(Items from a dataset)
━━━━━━━━━━━━━━━━

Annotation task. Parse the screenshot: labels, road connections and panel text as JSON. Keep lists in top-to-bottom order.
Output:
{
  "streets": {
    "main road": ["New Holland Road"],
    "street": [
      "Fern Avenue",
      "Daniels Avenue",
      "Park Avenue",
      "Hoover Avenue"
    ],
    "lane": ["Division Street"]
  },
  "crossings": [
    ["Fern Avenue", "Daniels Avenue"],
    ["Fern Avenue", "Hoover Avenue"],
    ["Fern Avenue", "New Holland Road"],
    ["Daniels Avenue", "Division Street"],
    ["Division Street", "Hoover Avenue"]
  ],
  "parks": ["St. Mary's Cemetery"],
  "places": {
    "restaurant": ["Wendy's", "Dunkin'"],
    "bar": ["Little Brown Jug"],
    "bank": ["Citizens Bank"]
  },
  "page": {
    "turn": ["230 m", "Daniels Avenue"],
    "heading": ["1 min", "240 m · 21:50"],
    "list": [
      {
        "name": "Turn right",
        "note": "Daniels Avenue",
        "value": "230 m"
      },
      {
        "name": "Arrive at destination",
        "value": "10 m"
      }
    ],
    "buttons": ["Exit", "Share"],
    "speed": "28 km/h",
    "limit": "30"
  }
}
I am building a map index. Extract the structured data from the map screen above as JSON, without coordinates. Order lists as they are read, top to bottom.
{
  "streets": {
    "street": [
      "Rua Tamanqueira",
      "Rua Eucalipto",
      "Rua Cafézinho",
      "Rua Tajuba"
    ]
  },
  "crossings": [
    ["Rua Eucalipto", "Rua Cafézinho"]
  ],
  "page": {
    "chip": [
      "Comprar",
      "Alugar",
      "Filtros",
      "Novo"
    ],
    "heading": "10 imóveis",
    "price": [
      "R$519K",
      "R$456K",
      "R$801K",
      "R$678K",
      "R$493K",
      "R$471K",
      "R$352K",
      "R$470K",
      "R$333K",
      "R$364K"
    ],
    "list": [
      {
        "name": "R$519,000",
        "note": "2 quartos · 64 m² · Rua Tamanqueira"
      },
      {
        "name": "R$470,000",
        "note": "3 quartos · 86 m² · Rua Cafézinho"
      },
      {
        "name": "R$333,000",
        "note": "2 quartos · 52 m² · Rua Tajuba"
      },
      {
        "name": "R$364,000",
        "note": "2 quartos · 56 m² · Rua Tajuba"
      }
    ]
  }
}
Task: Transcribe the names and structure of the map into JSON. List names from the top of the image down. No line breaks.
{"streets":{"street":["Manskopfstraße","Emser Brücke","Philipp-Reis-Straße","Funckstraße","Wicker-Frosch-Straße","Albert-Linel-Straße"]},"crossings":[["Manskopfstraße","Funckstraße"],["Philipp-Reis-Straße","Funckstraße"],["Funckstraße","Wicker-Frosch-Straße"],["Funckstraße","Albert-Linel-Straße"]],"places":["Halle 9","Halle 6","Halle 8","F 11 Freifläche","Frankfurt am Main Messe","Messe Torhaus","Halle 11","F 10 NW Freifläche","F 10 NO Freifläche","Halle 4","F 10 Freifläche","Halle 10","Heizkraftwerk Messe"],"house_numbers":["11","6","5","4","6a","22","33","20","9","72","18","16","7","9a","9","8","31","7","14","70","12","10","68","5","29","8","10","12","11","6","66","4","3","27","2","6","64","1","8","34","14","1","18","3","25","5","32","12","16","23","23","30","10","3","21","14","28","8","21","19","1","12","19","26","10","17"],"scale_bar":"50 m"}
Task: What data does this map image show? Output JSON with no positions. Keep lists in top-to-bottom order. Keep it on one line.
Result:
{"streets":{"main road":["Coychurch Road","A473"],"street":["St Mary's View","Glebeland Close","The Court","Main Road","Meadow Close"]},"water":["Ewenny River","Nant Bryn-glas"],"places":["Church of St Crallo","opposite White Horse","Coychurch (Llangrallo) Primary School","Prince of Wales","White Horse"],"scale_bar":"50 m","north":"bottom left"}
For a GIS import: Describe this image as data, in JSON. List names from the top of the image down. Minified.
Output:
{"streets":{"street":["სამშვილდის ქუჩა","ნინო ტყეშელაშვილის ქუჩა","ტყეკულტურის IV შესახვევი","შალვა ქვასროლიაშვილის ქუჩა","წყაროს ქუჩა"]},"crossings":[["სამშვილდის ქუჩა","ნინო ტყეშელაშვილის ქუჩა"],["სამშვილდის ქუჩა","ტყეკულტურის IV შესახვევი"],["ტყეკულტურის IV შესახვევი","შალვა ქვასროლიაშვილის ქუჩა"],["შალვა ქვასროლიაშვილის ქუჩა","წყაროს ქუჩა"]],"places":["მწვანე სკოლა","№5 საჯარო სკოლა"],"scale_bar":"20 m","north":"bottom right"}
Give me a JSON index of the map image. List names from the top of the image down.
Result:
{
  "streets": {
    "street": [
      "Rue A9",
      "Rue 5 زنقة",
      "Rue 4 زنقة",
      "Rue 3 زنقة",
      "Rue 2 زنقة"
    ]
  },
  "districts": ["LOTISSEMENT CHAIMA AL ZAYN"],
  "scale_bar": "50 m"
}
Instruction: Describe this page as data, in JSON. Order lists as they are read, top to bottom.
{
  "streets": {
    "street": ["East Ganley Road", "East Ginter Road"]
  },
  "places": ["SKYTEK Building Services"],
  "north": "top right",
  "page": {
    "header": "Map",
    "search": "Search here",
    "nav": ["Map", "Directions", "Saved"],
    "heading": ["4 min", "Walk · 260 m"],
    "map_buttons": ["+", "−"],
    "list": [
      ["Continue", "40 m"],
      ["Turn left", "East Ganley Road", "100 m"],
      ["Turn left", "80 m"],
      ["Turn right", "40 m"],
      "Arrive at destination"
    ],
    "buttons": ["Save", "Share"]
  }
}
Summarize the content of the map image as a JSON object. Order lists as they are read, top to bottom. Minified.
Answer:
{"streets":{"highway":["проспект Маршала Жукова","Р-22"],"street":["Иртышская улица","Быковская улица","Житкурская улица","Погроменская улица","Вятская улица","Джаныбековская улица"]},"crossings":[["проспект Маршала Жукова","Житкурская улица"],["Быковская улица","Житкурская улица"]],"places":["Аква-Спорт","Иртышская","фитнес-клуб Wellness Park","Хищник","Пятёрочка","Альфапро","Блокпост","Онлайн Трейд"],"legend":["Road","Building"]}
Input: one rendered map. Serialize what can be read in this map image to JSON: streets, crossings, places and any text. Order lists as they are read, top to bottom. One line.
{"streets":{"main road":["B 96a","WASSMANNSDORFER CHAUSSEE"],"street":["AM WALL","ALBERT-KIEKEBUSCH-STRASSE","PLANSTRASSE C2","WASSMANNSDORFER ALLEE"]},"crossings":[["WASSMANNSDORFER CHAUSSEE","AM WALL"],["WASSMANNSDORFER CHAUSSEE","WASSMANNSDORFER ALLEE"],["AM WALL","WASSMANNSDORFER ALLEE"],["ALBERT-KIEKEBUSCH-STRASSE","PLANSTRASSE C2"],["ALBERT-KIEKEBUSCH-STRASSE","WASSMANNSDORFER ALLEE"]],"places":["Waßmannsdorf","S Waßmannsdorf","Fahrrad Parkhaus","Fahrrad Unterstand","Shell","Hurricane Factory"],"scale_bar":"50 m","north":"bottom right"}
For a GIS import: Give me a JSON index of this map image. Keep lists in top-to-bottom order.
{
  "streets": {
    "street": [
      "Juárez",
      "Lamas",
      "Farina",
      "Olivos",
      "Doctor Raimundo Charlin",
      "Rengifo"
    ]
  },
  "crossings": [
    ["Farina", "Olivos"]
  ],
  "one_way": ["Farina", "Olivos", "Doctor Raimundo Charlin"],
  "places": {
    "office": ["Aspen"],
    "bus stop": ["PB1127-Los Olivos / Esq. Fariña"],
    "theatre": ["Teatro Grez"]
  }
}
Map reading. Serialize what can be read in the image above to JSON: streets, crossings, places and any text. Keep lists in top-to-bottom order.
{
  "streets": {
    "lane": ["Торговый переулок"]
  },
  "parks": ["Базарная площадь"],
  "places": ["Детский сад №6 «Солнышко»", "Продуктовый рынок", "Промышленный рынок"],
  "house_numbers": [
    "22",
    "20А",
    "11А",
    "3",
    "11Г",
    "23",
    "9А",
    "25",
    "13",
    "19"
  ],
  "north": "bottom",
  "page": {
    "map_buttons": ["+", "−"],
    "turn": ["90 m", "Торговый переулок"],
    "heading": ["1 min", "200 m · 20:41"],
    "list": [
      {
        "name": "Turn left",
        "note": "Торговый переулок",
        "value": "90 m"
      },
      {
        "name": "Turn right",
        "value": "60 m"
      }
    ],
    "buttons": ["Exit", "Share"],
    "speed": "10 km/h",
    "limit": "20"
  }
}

━━━━━━━━━━━━━━━━

_ABOUT THIS EXERCISE_: Using the records above, gather all lines where the string "Minified" is present.

_SOLUTION TO THE EXERCISE_:
For a GIS import: Describe this image as data, in JSON. List names from the top of the image down. Minified.
Summarize the content of the map image as a JSON object. Order lists as they are read, top to bottom. Minified.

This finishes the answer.